=== Section Start ===
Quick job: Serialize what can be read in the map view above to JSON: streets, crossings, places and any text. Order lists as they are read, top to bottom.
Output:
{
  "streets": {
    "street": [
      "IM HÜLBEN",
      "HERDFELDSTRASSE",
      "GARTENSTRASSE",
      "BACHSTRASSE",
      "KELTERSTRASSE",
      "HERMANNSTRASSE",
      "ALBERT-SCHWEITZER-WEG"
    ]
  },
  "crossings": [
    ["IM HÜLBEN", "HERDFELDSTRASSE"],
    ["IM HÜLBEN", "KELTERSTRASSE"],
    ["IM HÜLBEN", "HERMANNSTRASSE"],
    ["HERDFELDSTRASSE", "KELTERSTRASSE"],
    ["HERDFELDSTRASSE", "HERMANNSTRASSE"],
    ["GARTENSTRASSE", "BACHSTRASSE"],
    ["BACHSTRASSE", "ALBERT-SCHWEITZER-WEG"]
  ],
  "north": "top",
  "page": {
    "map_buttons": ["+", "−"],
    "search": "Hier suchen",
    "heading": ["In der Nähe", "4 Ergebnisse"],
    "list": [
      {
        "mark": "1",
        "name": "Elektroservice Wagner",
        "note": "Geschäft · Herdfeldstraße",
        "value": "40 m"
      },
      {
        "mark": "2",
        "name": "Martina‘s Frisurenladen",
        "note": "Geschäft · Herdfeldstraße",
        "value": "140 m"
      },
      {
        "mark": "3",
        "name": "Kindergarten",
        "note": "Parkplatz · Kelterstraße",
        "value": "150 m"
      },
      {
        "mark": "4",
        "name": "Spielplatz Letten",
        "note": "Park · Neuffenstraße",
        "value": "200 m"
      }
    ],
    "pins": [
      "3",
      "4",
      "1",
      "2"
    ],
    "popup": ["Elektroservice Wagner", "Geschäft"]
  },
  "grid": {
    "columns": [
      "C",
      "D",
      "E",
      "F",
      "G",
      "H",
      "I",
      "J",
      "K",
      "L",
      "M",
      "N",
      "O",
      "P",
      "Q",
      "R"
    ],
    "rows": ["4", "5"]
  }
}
=== Section End ===
TO DO:
Print all of the entries exactly, leaving nothing out.

THE ANSWER:
Quick job: Serialize what can be read in the map view above to JSON: streets, crossings, places and any text. Order lists as they are read, top to bottom.
Output:
{
  "streets": {
    "street": [
      "IM HÜLBEN",
      "HERDFELDSTRASSE",
      "GARTENSTRASSE",
      "BACHSTRASSE",
      "KELTERSTRASSE",
      "HERMANNSTRASSE",
      "ALBERT-SCHWEITZER-WEG"
    ]
  },
  "crossings": [
    ["IM HÜLBEN", "HERDFELDSTRASSE"],
    ["IM HÜLBEN", "KELTERSTRASSE"],
    ["IM HÜLBEN", "HERMANNSTRASSE"],
    ["HERDFELDSTRASSE", "KELTERSTRASSE"],
    ["HERDFELDSTRASSE", "HERMANNSTRASSE"],
    ["GARTENSTRASSE", "BACHSTRASSE"],
    ["BACHSTRASSE", "ALBERT-SCHWEITZER-WEG"]
  ],
  "north": "top",
  "page": {
    "map_buttons": ["+", "−"],
    "search": "Hier suchen",
    "heading": ["In der Nähe", "4 Ergebnisse"],
    "list": [
      {
        "mark": "1",
        "name": "Elektroservice Wagner",
        "note": "Geschäft · Herdfeldstraße",
        "value": "40 m"
      },
      {
        "mark": "2",
        "name": "Martina‘s Frisurenladen",
        "note": "Geschäft · Herdfeldstraße",
        "value": "140 m"
      },
      {
        "mark": "3",
        "name": "Kindergarten",
        "note": "Parkplatz · Kelterstraße",
        "value": "150 m"
      },
      {
        "mark": "4",
        "name": "Spielplatz Letten",
        "note": "Park · Neuffenstraße",
        "value": "200 m"
      }
    ],
    "pins": [
      "3",
      "4",
      "1",
      "2"
    ],
    "popup": ["Elektroservice Wagner", "Geschäft"]
  },
  "grid": {
    "columns": [
      "C",
      "D",
      "E",
      "F",
      "G",
      "H",
      "I",
      "J",
      "K",
      "L",
      "M",
      "N",
      "O",
      "P",
      "Q",
      "R"
    ],
    "rows": ["4", "5"]
  }
}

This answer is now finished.